──────── Records supplied
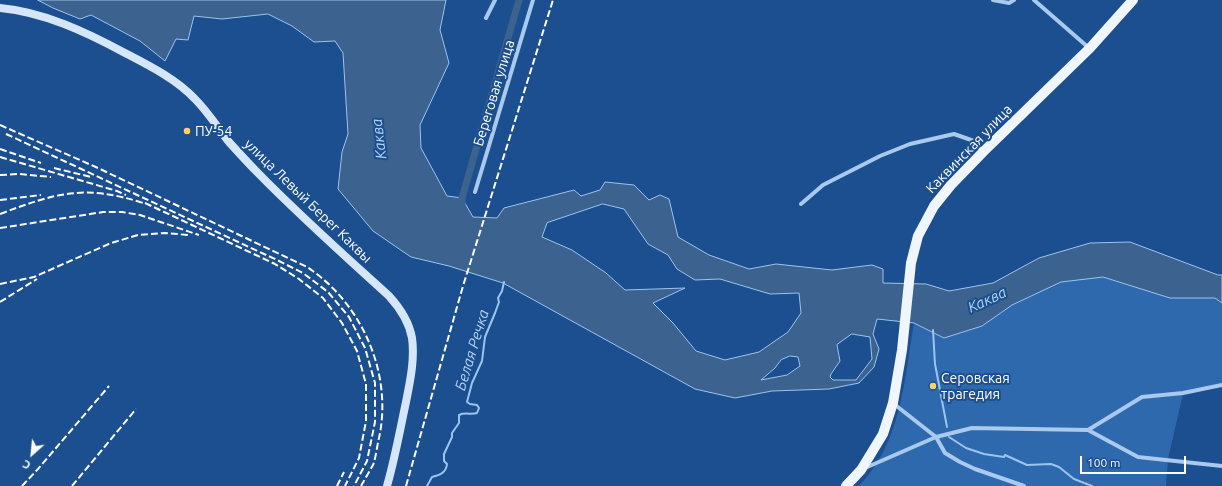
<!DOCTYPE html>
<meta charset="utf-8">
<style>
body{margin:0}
#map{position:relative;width:1222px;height:486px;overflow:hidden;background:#1b4f8f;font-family:Ubuntu,sans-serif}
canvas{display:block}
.north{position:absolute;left:12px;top:434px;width:40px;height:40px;-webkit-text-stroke:3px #1b4f8f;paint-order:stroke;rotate:207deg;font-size:11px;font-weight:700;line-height:16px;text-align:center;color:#fff}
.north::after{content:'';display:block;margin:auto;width:14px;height:18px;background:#fff;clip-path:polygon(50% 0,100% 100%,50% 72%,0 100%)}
.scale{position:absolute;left:1080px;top:456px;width:106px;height:18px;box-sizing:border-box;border:2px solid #fff;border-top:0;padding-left:5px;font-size:12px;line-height:14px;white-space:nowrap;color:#fff;-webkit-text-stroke:3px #1b4f8f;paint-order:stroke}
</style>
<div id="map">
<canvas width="1222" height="486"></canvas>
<div class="north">С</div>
<div class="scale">100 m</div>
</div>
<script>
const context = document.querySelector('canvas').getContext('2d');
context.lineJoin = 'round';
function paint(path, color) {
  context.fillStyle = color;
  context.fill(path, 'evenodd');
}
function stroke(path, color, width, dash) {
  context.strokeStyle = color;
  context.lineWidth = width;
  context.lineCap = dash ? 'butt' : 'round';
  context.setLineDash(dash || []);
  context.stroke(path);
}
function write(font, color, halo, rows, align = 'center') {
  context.font = font + ' Ubuntu,sans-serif';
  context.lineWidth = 4;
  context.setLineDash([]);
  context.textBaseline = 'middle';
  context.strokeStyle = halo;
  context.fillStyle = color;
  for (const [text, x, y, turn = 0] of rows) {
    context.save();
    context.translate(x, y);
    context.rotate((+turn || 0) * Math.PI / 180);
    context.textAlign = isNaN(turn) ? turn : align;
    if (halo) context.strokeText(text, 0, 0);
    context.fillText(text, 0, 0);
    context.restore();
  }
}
paint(new Path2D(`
 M 1103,277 L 1170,298 L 1215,298 L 1222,303 L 1222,385 L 1183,394 L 1168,459 L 1166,486 L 859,486 C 902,441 904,381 914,323 L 944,338 L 982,326 L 1012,305 L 1061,282 Z`), '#2e69ad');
const water = new Path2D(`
 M 38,0 L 446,0 L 440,30 L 449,63 L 420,125 L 421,148 L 447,196 L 462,198 L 473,217 L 497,218 L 504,208 L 574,190 L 581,196 L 600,190 L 605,182 L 634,185 L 649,200 L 660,195 L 669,199 L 678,237 L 709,255 L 749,269 L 776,264 L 832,270 L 872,265 L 883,269 L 883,283 L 926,284 L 949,291 L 993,283 L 1039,258 L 1090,243 L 1130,242 L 1218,275 L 1222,275 L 1222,303 L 1215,298 L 1170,298 L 1103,277 L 1061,282 L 1012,305 L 982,326 L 944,338 L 914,323 L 877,319 L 873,334 L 879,349 L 874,367 L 859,383 L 829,389 L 772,391 L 735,398 L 695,389 L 503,283 L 449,266 L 411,257 L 373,231 L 338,189 L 342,152 L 348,134 L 343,53 L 335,41 L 314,42 L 292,26 L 268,14 L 222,19 L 194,16 L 188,40 L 176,39 L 165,61 L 140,41 L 91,15 L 80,19 L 53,8 ZM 603,204 L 624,209 L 648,244 L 668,255 L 677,269 L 695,280 L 720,279 L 770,294 L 799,293 L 801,313 L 788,332 L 759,352 L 725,360 L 696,351 L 673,323 L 653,303 L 685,288 L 625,290 L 606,273 L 572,250 L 542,237 L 547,223 ZM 852,334 L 870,337 L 872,359 L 856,380 L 833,380 L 830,377 L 831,374 L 840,361 L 837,345 ZM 790,356 L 798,357 L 800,366 L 787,375 L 761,380 L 775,368 L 781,360 Z`);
paint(water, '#3c6290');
stroke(water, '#9cc4f0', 1);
stroke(new Path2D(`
 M 933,330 L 935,364 L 947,427
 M 949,437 L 966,448 L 984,454 L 1004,457 L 1005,455 L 1027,465 L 1051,464 L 1059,467 L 1074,479 L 1092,486
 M 427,486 L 432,477 C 440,475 446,473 447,464 L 444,461 L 444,454 L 452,437 L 452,433 L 459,423 L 459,415 C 465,412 471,415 477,413 L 479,408 L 477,405 L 470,404 L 467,402 L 472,383 L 482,361 L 485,337 L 495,313 L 499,302 L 498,298 L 502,291 L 504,282`), '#9cc4f0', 2);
stroke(new Path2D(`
 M 462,206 L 462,198 L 519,0`), '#3c6290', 7);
stroke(new Path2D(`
 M 993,0 L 1009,3 L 1014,0
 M 1034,0 L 1089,48
 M 486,18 L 495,0
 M 475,192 L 533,0
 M 801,204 L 823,185 L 880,156 L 910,144 L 954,134 L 974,141 L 983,152
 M 894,404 L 936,437 L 945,453 L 960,462 L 975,469 L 1024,486
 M 1088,430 L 1142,397 L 1183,393 L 1222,385
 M 865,468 L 936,437 L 972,428 L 1088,430 L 1138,457 L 1222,466`), '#a9c9ee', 4);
stroke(new Path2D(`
 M 0,8 C 44,12 86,32 125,53 C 150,66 176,79 195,99 C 208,112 218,128 229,142 C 239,153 248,163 258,173 C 300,216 345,256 389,296 C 400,308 409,321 412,338 C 415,359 410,382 406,402 C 400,430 395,458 387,486`), '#d6e6fa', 8);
stroke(new Path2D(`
 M 846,486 L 861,470 L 883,434 L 893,403 L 902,350 L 911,263 L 918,236 L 934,206 L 951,185 L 983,152 L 1090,48 L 1133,0`), '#f0f6ff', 10);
stroke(new Path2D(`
 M 0,125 L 98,168 L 288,258 C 294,261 301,264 307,267 C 362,303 393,374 379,438 C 377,446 376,457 373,465 C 369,472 365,479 361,486
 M 6,134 L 277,260 L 303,273 L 328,292 L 349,317 L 365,348 L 375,383 L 375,422 L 367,461 L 354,486
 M 0,149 L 41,163
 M 0,157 L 117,191 L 126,195
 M 54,168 L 91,177
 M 0,175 L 19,174 L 51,177
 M 0,200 L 41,195
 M 145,203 L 275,264 L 299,279 L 323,298 L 342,323 L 357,351 L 366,384 L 366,421 L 359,458 L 345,486
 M 0,214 C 56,193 84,184 143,203
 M 0,228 L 103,212 L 122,212 L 140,215 L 199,235
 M 0,284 L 34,277 L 111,243 L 138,235 L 165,233 L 188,235
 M 0,302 L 37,279
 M 22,486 L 38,469 L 109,386
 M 72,486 L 136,409
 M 337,486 L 344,472
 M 406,486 L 463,286 L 553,0`), '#fff', 2, [7, 3]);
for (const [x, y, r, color] of [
 [187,131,4,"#ffd166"],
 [933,386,4,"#ffd166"]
]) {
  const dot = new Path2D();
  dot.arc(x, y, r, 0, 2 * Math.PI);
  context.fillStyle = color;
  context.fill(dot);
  stroke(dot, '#1b4f8f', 1.5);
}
write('14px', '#fff', '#1b4f8f', [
 ["Береговая улица",494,93,-73],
 ["Каквинская улица",969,149,-46],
 ["улица Левый Берег Каквы",308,201,44]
]);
write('14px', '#fff', '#1b4f8f', [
 ["ПУ-54",195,131],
 ["Серовская",941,378],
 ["трагедия",941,394]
], 'left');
write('italic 15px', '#b5d3f5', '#1b4f8f', [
 ["Каква",379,139,-97],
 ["Каква",987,300,-25],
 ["Белая Речка",472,350,-73]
]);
</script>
────────────────
* _What is required_: Each line above that includes "halo" should be shown.

* _Result_:
function write(font, color, halo, rows, align = 'center') {
  context.strokeStyle = halo;
    if (halo) context.strokeText(text, 0, 0);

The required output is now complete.